Eradicating ‘Stigma’, The New Sales Pitch For ‘Mental Illness’

It takes some stretching to put it in something resembling transactional analysis terms, but I think will give it a whirl. “I’m not Okay, but now that we have anti-stigma campaigns, it’s Okay not to be Okay.”

I guess I’m old fashioned. I still prefer Okay over not Okay.

Now we’ve got this problem of dissent and the mental health orthodoxy that didn’t exist 2 or 3 decades ago. You get the kind of thinking that runs if you don’t believe what we are saying to be true, you “stigmatize” the “mentally ill”, or more properly put, people with “mental illnesses”.

There is no “stigma” attached to mental health. There is a “stigma” attached to “mental illness”. Is there any “stigma” attached to recovering from a “mental illness”?

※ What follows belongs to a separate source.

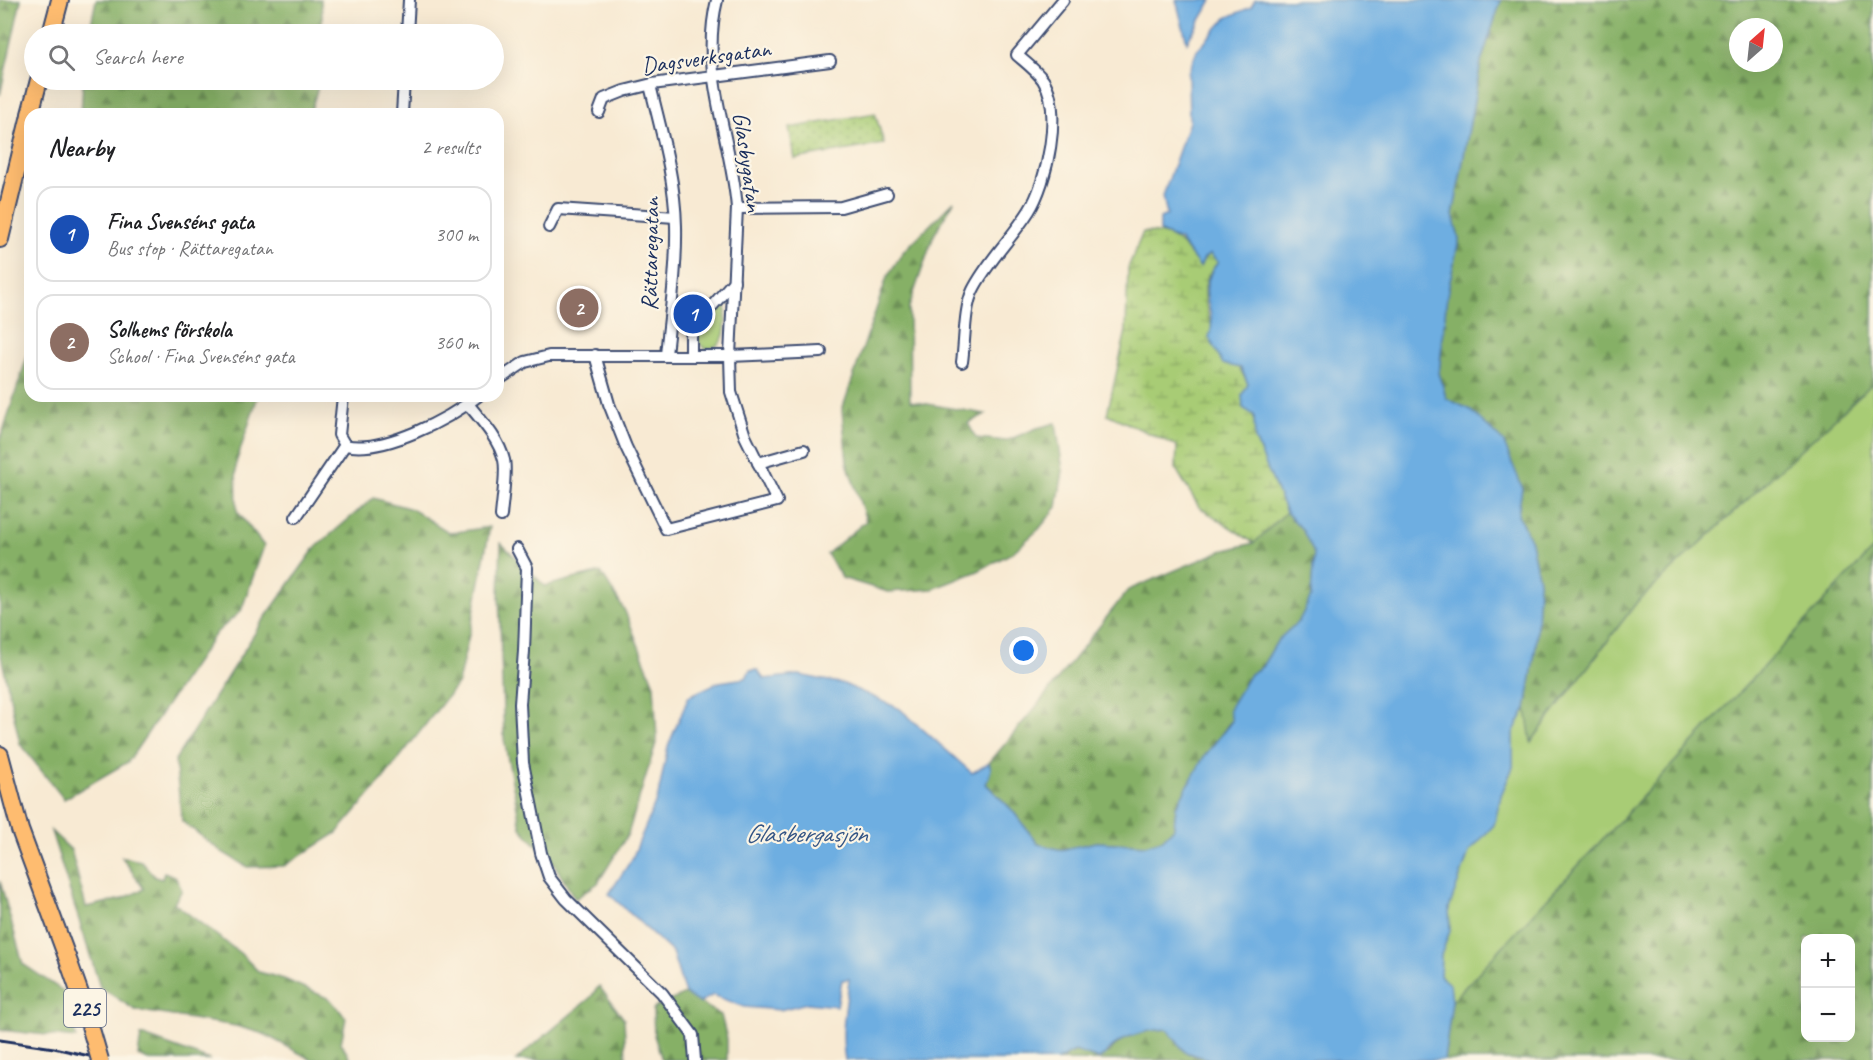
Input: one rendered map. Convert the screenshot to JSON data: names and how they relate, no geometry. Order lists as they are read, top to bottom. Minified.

“Stigma”, once a brand or a tattoo, now refers to a more metaphoric or symbolic mark of disgrace. We have a problem in that, given this definition; use of the word itself is “stigmatizing”, or prejudicial. You can’t wash off disgrace any more than you can wash off the mark of Cain. When it is a matter of perception, maybe another word would be preferable.

Both words, “stigma” and recovery, are words that some people in the mad peoples movement claim have been co-opted by people who are in opposition to their wishes, aims, and rights. In the case of both words there is much legitimate truth to this accusation.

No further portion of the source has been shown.